Exercise brief:
Print every line of the data exactly as shown.
--- Exercise data Enclosed Below ---
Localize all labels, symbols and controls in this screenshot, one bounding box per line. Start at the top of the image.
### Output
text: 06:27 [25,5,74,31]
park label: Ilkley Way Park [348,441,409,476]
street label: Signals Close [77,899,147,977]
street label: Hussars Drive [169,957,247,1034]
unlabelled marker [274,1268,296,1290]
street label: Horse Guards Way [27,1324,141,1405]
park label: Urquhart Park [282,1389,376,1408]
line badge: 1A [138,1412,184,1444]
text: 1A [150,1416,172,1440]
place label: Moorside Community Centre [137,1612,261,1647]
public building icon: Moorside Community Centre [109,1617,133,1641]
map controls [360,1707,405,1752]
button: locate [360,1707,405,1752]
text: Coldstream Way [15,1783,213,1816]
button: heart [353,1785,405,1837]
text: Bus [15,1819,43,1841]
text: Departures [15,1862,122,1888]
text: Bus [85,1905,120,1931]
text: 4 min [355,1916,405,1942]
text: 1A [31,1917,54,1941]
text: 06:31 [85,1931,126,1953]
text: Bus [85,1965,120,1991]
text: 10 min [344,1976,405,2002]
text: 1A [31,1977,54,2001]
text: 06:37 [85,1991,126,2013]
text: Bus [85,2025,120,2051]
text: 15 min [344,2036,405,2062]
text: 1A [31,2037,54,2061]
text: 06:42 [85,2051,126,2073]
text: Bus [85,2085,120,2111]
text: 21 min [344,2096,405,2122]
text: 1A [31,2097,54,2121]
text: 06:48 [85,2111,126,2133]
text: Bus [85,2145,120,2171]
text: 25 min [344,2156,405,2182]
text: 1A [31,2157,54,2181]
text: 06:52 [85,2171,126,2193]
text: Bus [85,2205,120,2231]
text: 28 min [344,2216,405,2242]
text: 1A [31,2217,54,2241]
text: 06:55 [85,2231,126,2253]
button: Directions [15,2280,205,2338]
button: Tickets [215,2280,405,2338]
--- End of Enclosed Exercise data ---
Answer box:
Localize all labels, symbols and controls in this screenshot, one bounding box per line. Start at the top of the image.
### Output
text: 06:27 [25,5,74,31]
park label: Ilkley Way Park [348,441,409,476]
street label: Signals Close [77,899,147,977]
street label: Hussars Drive [169,957,247,1034]
unlabelled marker [274,1268,296,1290]
street label: Horse Guards Way [27,1324,141,1405]
park label: Urquhart Park [282,1389,376,1408]
line badge: 1A [138,1412,184,1444]
text: 1A [150,1416,172,1440]
place label: Moorside Community Centre [137,1612,261,1647]
public building icon: Moorside Community Centre [109,1617,133,1641]
map controls [360,1707,405,1752]
button: locate [360,1707,405,1752]
text: Coldstream Way [15,1783,213,1816]
button: heart [353,1785,405,1837]
text: Bus [15,1819,43,1841]
text: Departures [15,1862,122,1888]
text: Bus [85,1905,120,1931]
text: 4 min [355,1916,405,1942]
text: 1A [31,1917,54,1941]
text: 06:31 [85,1931,126,1953]
text: Bus [85,1965,120,1991]
text: 10 min [344,1976,405,2002]
text: 1A [31,1977,54,2001]
text: 06:37 [85,1991,126,2013]
text: Bus [85,2025,120,2051]
text: 15 min [344,2036,405,2062]
text: 1A [31,2037,54,2061]
text: 06:42 [85,2051,126,2073]
text: Bus [85,2085,120,2111]
text: 21 min [344,2096,405,2122]
text: 1A [31,2097,54,2121]
text: 06:48 [85,2111,126,2133]
text: Bus [85,2145,120,2171]
text: 25 min [344,2156,405,2182]
text: 1A [31,2157,54,2181]
text: 06:52 [85,2171,126,2193]
text: Bus [85,2205,120,2231]
text: 28 min [344,2216,405,2242]
text: 1A [31,2217,54,2241]
text: 06:55 [85,2231,126,2253]
button: Directions [15,2280,205,2338]
button: Tickets [215,2280,405,2338]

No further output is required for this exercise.